PROBLEM DETAILS
All lines below containing the string "template" are to be copied.

[Saved entries]
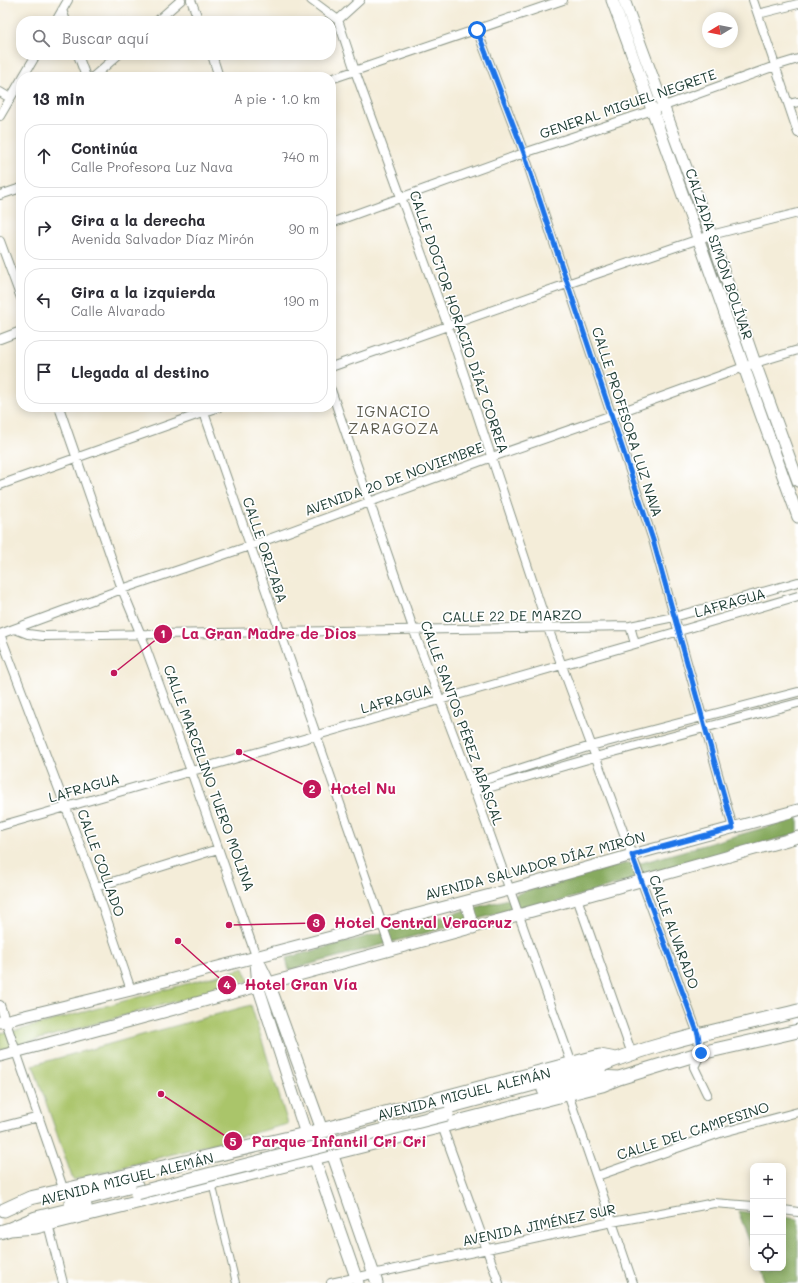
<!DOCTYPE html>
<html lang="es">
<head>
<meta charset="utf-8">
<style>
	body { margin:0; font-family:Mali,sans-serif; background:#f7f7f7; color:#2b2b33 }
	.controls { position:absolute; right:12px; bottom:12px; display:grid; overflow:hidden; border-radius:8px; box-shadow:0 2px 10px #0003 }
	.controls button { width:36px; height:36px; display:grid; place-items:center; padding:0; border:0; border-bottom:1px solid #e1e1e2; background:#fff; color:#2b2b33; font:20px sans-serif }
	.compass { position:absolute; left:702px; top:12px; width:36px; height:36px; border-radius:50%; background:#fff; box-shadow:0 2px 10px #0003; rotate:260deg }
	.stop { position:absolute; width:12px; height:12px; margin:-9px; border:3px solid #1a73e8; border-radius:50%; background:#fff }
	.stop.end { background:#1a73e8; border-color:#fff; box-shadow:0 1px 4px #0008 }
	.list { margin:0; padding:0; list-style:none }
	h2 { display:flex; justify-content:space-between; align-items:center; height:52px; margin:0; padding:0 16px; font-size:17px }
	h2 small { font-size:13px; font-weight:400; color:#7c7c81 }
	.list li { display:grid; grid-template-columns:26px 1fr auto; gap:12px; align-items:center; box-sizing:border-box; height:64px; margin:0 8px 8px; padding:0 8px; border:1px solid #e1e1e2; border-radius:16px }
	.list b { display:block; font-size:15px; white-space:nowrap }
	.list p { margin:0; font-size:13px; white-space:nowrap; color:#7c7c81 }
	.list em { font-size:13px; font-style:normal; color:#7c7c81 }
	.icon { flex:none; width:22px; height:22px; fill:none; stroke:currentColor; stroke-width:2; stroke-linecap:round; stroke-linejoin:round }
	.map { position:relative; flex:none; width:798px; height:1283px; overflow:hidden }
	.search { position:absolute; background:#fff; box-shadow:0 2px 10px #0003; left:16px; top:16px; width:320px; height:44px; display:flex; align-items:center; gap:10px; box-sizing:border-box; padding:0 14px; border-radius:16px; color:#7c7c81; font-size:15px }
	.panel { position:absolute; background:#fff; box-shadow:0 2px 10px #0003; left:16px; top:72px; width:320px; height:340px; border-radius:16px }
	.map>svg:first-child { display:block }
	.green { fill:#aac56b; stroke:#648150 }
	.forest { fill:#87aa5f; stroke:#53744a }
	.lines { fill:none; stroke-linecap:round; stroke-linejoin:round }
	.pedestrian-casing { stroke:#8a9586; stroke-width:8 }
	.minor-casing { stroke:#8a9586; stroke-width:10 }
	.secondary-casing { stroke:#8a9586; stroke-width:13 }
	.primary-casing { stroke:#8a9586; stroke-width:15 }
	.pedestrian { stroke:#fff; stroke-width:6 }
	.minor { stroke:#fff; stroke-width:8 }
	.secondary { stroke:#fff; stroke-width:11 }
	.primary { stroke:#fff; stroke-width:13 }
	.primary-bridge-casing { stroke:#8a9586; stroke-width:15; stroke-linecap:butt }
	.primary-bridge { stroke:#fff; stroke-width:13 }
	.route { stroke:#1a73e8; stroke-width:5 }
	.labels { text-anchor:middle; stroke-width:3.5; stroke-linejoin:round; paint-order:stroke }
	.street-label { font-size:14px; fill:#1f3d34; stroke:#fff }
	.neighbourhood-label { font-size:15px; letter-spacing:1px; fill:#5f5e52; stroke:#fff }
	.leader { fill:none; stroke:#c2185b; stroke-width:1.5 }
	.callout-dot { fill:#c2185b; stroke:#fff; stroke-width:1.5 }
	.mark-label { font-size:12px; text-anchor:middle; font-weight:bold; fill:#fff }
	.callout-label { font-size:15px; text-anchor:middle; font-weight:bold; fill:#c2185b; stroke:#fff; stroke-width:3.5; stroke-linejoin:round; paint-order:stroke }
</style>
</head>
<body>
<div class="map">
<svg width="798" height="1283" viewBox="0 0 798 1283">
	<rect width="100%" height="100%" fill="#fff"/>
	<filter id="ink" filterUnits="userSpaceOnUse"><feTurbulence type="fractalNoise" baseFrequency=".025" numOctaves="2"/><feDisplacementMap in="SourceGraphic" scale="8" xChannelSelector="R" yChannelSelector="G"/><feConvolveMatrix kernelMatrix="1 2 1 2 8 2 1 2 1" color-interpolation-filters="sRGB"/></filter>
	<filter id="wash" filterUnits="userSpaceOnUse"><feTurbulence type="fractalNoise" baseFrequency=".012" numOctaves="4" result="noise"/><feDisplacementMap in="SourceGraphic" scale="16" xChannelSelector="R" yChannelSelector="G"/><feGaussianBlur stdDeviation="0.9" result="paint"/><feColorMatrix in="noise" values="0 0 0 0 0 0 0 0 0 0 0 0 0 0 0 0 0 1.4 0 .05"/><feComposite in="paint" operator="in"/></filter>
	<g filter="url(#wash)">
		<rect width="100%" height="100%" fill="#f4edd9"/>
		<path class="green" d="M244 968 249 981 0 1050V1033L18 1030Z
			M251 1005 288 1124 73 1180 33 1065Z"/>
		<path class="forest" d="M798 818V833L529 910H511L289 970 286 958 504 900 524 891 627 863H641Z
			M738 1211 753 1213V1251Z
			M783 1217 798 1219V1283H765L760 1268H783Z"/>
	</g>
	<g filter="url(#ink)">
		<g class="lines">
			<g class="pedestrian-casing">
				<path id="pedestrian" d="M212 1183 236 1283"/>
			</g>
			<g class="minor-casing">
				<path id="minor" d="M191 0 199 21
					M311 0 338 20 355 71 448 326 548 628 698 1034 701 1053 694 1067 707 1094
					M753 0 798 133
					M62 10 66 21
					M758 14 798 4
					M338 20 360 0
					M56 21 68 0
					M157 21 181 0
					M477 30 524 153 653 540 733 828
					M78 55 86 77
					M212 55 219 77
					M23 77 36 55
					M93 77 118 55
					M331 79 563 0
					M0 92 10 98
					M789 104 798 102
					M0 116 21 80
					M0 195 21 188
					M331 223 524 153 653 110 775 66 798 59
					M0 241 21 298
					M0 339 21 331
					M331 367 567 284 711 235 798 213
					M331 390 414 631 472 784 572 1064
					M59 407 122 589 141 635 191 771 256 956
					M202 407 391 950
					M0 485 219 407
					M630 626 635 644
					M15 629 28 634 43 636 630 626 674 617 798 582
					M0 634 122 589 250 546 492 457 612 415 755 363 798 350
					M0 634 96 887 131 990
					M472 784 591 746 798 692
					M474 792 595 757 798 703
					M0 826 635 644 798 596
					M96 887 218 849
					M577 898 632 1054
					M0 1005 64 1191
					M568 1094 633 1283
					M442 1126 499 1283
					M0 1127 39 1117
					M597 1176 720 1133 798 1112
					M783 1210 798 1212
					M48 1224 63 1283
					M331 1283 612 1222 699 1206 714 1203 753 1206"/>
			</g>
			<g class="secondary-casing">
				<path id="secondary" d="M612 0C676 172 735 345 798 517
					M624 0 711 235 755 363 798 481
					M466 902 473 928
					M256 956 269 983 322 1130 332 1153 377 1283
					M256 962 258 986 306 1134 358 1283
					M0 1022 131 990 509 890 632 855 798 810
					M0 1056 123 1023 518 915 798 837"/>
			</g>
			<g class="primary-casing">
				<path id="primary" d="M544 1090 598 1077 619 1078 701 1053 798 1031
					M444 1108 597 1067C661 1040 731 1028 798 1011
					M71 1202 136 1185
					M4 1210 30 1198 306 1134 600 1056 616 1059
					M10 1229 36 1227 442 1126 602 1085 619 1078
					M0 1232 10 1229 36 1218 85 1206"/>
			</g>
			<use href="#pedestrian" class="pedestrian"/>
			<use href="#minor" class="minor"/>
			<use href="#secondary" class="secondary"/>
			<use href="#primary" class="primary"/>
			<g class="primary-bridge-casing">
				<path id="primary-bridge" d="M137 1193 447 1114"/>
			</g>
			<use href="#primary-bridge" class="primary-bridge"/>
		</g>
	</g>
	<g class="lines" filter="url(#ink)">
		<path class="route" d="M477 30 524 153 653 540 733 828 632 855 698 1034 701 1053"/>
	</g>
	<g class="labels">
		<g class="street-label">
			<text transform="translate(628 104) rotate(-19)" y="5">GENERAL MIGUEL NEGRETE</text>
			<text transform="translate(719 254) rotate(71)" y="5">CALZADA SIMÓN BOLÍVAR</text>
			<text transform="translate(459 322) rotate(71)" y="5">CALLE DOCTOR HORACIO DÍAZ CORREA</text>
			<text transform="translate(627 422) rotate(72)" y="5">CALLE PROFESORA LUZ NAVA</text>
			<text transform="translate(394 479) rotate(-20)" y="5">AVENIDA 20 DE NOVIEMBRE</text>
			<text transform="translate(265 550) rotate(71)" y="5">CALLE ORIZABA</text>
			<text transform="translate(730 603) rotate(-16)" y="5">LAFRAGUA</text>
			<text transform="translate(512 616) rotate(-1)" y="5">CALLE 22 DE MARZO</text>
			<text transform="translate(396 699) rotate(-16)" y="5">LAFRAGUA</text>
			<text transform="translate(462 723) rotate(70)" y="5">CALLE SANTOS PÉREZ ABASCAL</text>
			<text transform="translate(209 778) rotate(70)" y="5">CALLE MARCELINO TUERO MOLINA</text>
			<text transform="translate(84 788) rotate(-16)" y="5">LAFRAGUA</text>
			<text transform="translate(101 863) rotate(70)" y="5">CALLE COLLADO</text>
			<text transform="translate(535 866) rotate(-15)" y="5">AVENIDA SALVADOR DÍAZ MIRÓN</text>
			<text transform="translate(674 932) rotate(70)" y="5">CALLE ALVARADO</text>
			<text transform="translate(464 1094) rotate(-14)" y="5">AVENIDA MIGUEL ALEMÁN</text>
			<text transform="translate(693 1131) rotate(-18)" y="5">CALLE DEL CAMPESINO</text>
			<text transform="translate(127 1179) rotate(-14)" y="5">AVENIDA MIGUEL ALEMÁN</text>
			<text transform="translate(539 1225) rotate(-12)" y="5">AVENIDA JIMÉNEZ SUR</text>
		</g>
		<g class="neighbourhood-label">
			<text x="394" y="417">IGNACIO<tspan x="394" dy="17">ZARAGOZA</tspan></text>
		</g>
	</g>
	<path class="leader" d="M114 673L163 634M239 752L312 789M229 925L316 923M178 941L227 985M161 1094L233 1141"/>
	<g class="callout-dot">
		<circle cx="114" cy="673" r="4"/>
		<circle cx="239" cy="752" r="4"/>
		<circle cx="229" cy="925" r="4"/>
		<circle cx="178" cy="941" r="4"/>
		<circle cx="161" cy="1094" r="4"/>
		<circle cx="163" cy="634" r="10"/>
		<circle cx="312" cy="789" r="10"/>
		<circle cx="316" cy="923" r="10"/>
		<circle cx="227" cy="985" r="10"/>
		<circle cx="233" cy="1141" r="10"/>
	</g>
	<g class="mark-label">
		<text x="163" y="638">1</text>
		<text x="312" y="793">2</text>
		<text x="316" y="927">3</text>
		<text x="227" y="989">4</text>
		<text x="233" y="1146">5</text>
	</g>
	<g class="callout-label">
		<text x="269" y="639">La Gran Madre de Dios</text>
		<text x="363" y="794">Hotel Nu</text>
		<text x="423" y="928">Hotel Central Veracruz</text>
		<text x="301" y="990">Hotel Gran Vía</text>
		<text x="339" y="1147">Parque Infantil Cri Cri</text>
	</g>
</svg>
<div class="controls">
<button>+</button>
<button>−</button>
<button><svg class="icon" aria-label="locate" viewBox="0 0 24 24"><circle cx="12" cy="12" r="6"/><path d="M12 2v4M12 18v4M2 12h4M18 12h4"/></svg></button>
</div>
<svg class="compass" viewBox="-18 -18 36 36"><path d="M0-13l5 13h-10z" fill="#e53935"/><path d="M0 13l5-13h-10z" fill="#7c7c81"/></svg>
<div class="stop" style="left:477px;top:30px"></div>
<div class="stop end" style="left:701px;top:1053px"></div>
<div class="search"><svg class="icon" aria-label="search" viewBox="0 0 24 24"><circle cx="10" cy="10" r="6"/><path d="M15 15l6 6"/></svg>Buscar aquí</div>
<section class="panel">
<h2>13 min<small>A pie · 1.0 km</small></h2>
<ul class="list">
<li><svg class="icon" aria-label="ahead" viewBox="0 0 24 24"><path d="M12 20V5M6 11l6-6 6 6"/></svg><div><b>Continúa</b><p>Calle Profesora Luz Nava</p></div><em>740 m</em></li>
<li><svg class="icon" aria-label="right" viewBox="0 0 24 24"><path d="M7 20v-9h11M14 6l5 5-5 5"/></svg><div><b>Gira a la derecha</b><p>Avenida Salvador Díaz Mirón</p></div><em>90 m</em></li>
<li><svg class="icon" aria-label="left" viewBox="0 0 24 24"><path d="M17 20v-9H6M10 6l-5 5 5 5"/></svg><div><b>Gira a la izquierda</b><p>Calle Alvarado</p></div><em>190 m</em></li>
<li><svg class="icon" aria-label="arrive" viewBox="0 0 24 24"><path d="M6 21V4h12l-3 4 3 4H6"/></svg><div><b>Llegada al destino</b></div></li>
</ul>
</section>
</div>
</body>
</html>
---
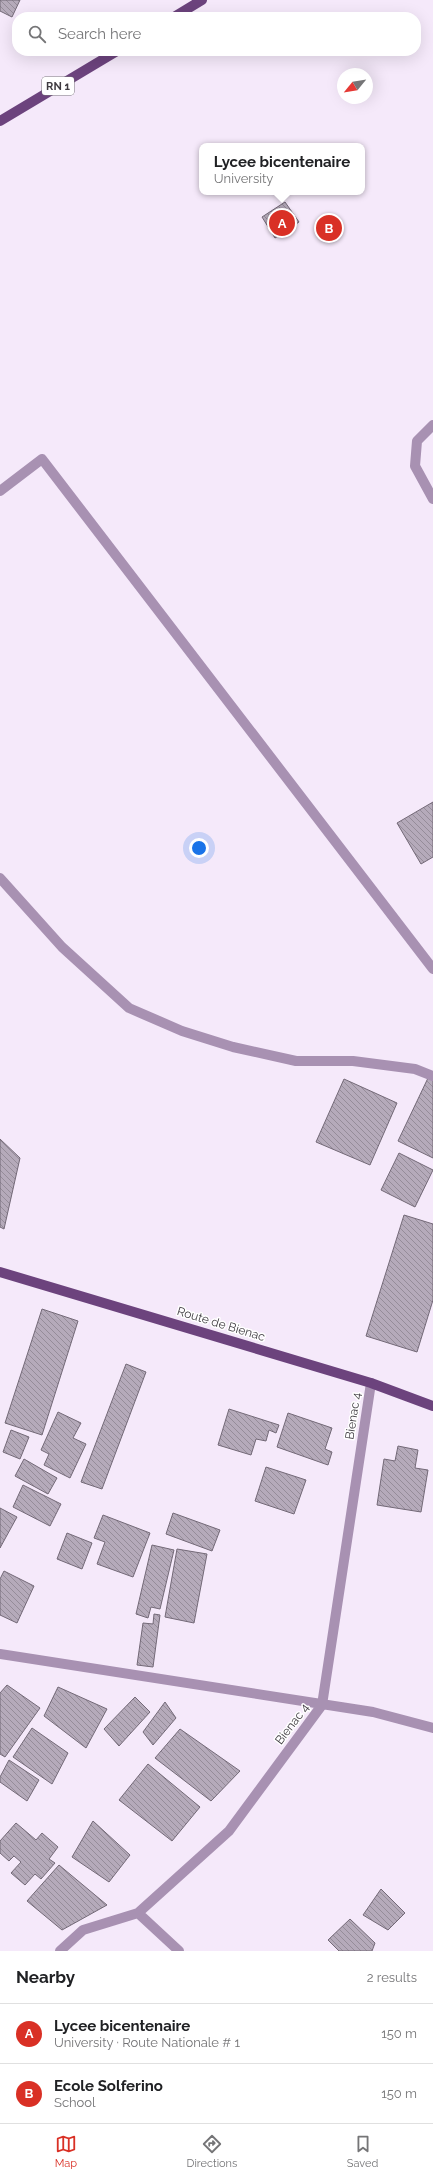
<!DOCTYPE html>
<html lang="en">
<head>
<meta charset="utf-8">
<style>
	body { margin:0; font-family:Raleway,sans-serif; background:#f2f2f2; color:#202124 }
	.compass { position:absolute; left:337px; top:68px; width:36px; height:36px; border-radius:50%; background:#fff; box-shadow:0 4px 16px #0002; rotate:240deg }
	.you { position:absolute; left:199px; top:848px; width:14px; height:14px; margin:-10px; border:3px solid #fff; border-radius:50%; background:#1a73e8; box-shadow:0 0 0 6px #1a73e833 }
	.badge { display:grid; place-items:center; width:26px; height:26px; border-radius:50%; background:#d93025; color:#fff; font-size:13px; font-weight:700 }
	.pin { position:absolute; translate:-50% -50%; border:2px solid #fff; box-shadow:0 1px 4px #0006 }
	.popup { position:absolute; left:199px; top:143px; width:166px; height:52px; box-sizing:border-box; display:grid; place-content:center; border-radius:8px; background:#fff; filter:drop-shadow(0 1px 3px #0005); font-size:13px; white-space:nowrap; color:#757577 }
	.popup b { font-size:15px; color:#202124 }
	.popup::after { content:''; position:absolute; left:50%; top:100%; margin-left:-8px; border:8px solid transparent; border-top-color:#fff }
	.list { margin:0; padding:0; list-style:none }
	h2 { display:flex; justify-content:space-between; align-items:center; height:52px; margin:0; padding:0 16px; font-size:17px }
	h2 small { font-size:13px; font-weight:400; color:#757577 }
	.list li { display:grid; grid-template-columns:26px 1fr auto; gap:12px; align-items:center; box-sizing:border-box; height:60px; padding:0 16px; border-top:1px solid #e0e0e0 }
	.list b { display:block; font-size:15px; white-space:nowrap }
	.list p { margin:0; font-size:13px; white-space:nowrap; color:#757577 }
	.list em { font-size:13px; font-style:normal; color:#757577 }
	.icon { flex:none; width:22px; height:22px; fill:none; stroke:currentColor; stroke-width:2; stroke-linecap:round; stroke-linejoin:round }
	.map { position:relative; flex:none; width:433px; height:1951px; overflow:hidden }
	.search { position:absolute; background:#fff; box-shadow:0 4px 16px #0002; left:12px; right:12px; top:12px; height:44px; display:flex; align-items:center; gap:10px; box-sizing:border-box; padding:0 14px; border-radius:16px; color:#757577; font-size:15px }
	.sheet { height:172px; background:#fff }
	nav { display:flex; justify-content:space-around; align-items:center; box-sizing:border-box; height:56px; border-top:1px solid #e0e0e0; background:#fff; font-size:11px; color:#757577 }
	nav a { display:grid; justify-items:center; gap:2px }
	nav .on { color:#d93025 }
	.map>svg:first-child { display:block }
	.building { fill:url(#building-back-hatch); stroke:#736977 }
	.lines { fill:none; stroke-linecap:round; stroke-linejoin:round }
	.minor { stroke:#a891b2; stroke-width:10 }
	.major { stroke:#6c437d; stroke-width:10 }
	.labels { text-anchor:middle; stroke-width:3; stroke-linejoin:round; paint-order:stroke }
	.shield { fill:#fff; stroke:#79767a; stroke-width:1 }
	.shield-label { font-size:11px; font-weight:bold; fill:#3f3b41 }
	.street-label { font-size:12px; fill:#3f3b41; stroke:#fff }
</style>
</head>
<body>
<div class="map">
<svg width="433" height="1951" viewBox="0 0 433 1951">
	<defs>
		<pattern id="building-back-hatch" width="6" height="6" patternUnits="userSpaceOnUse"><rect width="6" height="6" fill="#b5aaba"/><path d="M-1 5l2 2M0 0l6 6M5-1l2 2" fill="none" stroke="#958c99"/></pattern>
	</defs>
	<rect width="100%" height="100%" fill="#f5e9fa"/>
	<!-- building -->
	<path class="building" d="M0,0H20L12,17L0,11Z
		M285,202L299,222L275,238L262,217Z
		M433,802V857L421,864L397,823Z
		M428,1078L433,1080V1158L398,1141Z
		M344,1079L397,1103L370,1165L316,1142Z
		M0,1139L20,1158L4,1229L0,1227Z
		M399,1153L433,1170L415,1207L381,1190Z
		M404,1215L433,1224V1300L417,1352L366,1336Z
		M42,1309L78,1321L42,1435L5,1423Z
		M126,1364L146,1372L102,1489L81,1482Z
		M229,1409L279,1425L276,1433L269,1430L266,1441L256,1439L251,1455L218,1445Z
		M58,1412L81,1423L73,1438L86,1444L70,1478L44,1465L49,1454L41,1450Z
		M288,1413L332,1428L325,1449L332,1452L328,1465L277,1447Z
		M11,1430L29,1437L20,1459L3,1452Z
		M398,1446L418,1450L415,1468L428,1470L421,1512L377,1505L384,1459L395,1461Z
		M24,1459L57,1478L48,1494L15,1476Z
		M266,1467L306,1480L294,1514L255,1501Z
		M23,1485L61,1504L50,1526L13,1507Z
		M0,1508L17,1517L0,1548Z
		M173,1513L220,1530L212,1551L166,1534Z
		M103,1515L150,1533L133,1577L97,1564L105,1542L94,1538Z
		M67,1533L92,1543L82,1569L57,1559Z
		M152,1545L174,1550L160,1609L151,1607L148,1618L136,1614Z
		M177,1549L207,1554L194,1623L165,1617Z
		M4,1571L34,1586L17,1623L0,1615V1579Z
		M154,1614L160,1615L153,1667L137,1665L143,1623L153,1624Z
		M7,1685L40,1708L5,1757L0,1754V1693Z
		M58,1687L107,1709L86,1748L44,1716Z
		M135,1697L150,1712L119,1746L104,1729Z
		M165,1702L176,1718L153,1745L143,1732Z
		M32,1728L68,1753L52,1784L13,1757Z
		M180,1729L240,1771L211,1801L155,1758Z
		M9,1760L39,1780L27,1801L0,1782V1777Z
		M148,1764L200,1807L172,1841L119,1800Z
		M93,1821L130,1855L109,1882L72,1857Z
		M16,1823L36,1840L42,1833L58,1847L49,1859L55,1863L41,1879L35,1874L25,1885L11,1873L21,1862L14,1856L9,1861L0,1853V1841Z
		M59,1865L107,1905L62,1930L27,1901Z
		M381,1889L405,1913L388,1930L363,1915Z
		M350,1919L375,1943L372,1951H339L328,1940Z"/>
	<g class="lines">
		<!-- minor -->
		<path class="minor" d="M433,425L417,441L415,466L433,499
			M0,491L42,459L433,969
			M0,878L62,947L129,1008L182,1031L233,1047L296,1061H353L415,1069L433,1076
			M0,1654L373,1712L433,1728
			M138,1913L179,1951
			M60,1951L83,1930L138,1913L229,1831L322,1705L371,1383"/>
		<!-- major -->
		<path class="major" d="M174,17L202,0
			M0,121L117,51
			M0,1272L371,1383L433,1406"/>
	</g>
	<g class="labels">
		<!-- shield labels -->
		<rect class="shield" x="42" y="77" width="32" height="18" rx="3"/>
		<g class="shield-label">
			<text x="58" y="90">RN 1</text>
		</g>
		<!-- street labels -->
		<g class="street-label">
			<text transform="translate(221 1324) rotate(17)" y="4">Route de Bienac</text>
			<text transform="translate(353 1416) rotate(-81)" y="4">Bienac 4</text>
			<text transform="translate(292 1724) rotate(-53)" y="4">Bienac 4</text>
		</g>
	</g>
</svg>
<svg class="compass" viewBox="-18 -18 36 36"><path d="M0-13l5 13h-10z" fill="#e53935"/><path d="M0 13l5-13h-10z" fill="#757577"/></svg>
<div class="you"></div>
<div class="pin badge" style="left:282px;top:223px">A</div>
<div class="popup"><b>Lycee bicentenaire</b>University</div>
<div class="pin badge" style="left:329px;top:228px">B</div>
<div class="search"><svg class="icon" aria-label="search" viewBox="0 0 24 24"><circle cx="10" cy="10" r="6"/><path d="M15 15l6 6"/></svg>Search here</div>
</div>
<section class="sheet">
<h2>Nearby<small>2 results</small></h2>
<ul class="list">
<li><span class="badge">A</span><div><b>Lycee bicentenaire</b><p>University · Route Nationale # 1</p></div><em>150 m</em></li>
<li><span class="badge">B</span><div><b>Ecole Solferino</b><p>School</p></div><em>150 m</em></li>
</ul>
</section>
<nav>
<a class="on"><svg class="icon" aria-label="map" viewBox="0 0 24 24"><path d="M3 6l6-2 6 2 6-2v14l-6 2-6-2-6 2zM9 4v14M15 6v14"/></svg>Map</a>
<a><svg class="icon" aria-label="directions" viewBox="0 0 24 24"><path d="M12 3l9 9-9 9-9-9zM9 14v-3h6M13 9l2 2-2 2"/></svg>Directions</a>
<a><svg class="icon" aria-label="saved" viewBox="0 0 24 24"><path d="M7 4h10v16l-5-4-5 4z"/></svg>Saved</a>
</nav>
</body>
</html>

ANSWER TO THIS TASK
	.list li { display:grid; grid-template-columns:26px 1fr auto; gap:12px; align-items:center; box-sizing:border-box; height:64px; margin:0 8px 8px; padding:0 8px; border:1px solid #e1e1e2; border-radius:16px }
	.list li { display:grid; grid-template-columns:26px 1fr auto; gap:12px; align-items:center; box-sizing:border-box; height:60px; padding:0 16px; border-top:1px solid #e0e0e0 }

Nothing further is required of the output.